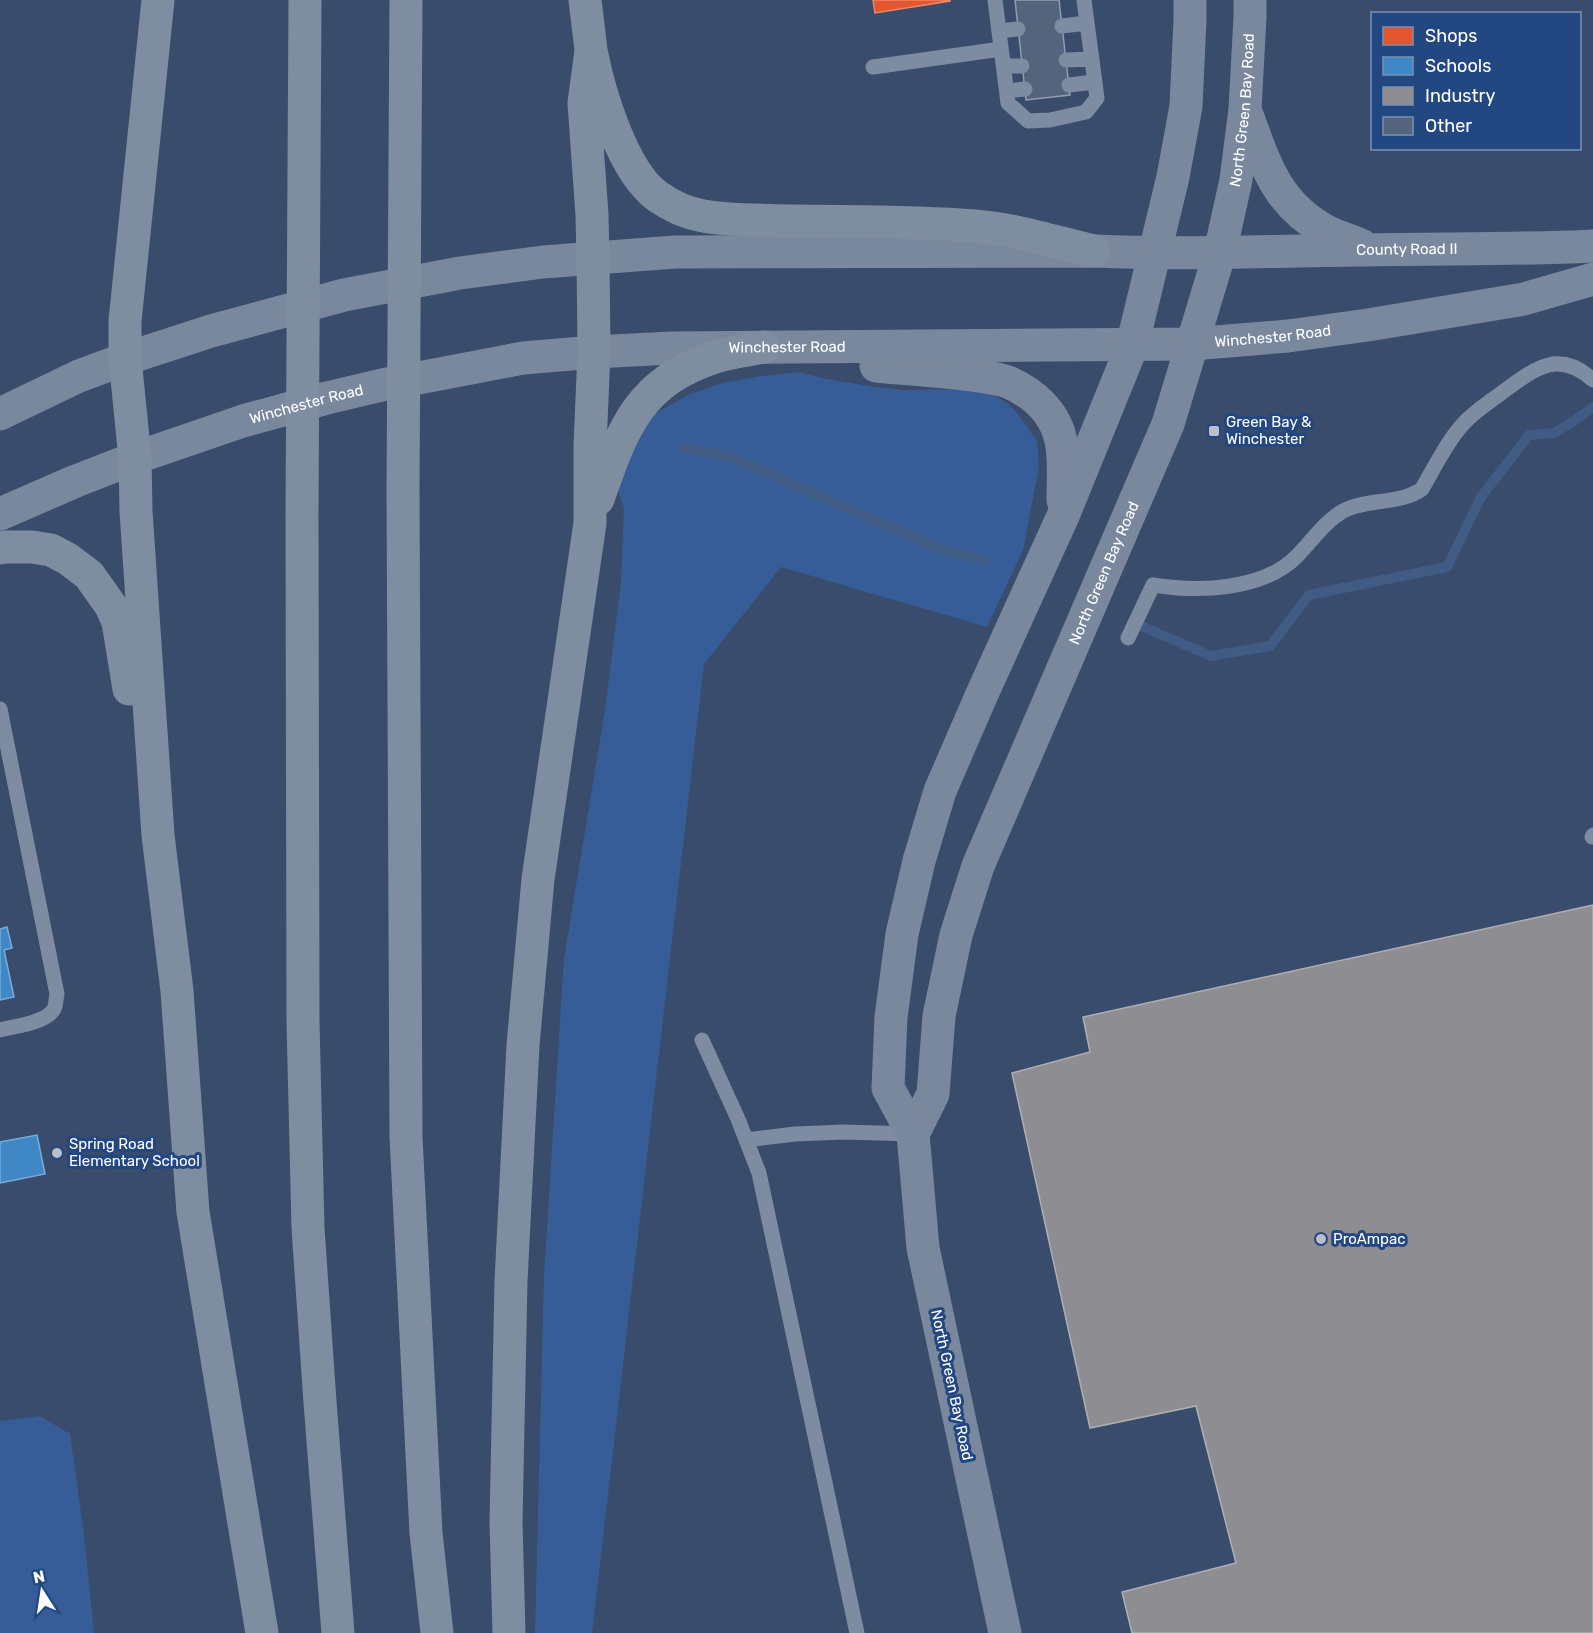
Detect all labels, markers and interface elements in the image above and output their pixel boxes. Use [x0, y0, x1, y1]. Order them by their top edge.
legend [1371, 12, 1581, 150]
text: Shops [1425, 25, 1477, 47]
street label: North Green Bay Road [1226, 33, 1258, 189]
text: Schools [1425, 55, 1491, 77]
text: Industry [1425, 85, 1495, 107]
text: Other [1425, 115, 1472, 137]
street label: County Road II [1356, 240, 1458, 259]
street label: Winchester Road [1214, 321, 1332, 351]
street label: Winchester Road [728, 338, 846, 357]
street label: Winchester Road [247, 381, 365, 428]
place label: Green Bay & Winchester [1226, 413, 1312, 448]
marker: Green Bay & Winchester [1207, 424, 1221, 438]
street label: North Green Bay Road [1065, 499, 1143, 647]
place label: Spring Road Elementary School [69, 1135, 200, 1170]
marker: Spring Road Elementary School [50, 1146, 64, 1160]
place label: ProAmpac [1333, 1230, 1406, 1248]
marker: ProAmpac [1314, 1232, 1328, 1246]
street label: North Green Bay Road [927, 1308, 977, 1462]
north arrow [12, 1561, 72, 1621]
text: N [31, 1566, 47, 1587]

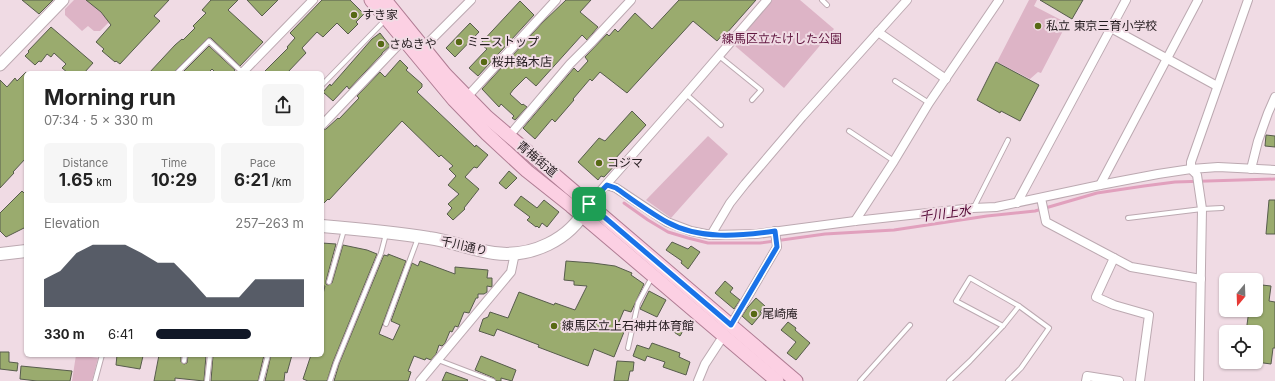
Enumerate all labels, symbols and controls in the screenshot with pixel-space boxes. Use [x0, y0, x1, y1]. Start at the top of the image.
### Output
place label: すき家 [362, 7, 398, 22]
marker: すき家 [349, 10, 359, 20]
place label: 私立 東京三育小学校 [1046, 18, 1157, 33]
marker: 私立 東京三育小学校 [1033, 21, 1043, 31]
park label: 練馬区立たけした公園 [722, 31, 842, 46]
place label: ミニストップ [467, 34, 539, 49]
place label: さぬきや [389, 36, 437, 51]
marker: ミニストップ [454, 37, 464, 47]
marker: さぬきや [376, 39, 386, 49]
place label: 桜井銘木店 [492, 54, 552, 69]
marker: 桜井銘木店 [479, 57, 489, 67]
text: Morning run [44, 84, 176, 110]
button: share [262, 84, 304, 126]
text: 07:34 · 5 × 330 m [44, 112, 153, 128]
street label: 青梅街道 [514, 137, 561, 180]
place label: コジマ [607, 155, 643, 170]
text: Distance [63, 156, 108, 170]
text: Time [161, 156, 187, 170]
text: Pace [250, 156, 276, 170]
marker: コジマ [594, 158, 604, 168]
text: 1.65 [59, 170, 93, 190]
text: 10:29 [151, 170, 197, 190]
text: 6:21 [234, 170, 269, 190]
text: km [93, 175, 112, 189]
text: /km [269, 175, 291, 189]
pin [572, 187, 606, 221]
icon: arrive [578, 193, 600, 215]
water label: 千川上水 [918, 201, 974, 225]
text: Elevation [44, 215, 100, 231]
text: 257–263 m [235, 215, 304, 231]
street label: 千川通り [439, 233, 489, 258]
north arrow [1219, 273, 1263, 317]
map controls [1219, 273, 1263, 369]
place label: 尾崎庵 [762, 306, 798, 321]
marker: 尾崎庵 [749, 309, 759, 319]
place label: 練馬区立上石神井体育館 [562, 318, 694, 333]
marker: 練馬区立上石神井体育館 [549, 321, 559, 331]
button: locate [1219, 325, 1263, 369]
text: 330 m [44, 326, 85, 342]
text: 6:41 [108, 326, 133, 342]

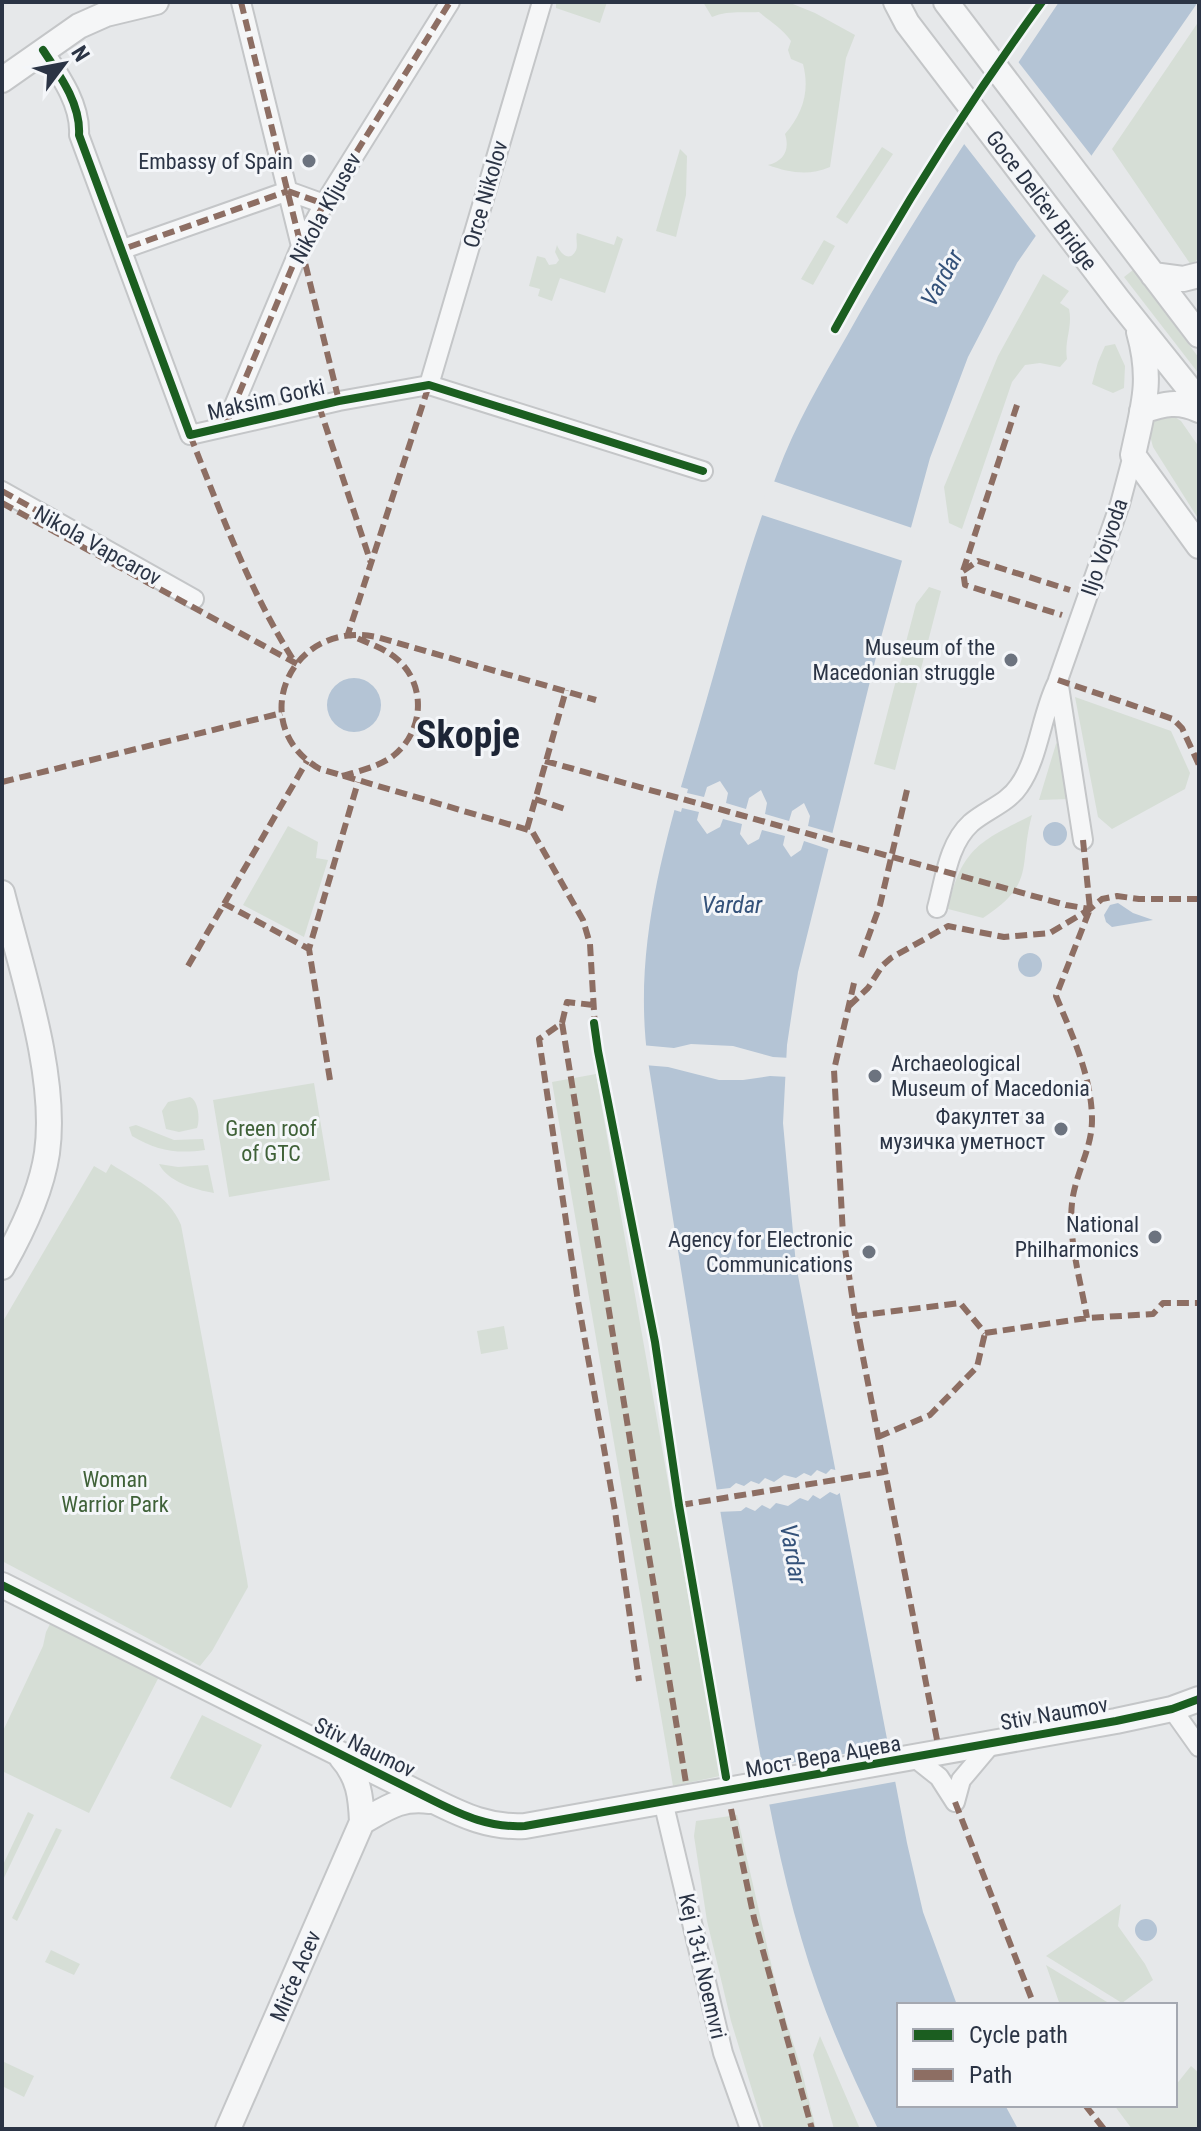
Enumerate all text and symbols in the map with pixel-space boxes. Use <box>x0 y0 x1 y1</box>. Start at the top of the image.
north arrow <box>24 24 104 104</box>
text: N <box>66 41 95 66</box>
street label: Goce Delčev Bridge <box>981 126 1102 275</box>
street label: Orce Nikolov <box>458 138 513 251</box>
place label: Embassy of Spain <box>138 149 293 174</box>
street label: Nikola Kljusev <box>285 149 366 268</box>
marker: Embassy of Spain <box>300 152 318 170</box>
water label: Vardar <box>915 244 969 311</box>
street label: Maksim Gorki <box>205 374 327 425</box>
street label: Iljo Vojvoda <box>1076 495 1133 599</box>
street label: Nikola Vapcarov <box>30 500 165 591</box>
place label: Museum of the Macedonian struggle <box>813 635 995 685</box>
marker: Museum of the Macedonian struggle <box>1002 651 1020 669</box>
district label: Skopje <box>416 713 520 757</box>
water label: Vardar <box>702 891 763 919</box>
place label: Archaeological Museum of Macedonia <box>891 1051 1090 1101</box>
marker: Archaeological Museum of Macedonia <box>866 1067 884 1085</box>
place label: Факултет за музичка уметност <box>879 1104 1045 1154</box>
park label: Green roof of GTC <box>225 1116 317 1166</box>
marker: Факултет за музичка уметност <box>1052 1120 1070 1138</box>
place label: National Philharmonics <box>1015 1212 1139 1262</box>
place label: Agency for Electronic Communications <box>668 1227 853 1277</box>
marker: National Philharmonics <box>1146 1228 1164 1246</box>
marker: Agency for Electronic Communications <box>860 1243 878 1261</box>
park label: Woman Warrior Park <box>61 1467 169 1517</box>
water label: Vardar <box>774 1522 812 1587</box>
street label: Stiv Naumov <box>998 1692 1110 1735</box>
street label: Stiv Naumov <box>310 1712 419 1783</box>
street label: Мост Вера Ацева <box>744 1731 903 1782</box>
street label: Kej 13-ti Noemvri <box>674 1891 731 2041</box>
street label: Mirče Acev <box>265 1927 326 2025</box>
legend <box>897 2003 1177 2107</box>
text: Cycle path <box>969 2021 1068 2049</box>
text: Path <box>969 2061 1012 2089</box>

┄┄┄┄┄┄┄┄┄┄

# [Task description]
Make a list of all lines in the data that contain "controls".

# [Exercise solution]
Enumerate all labels, symbols and controls in the screenshot with pixel-space boxes. Use [x0, y0, x1, y1]. Start at the top of the image.
map controls [1219, 273, 1263, 369]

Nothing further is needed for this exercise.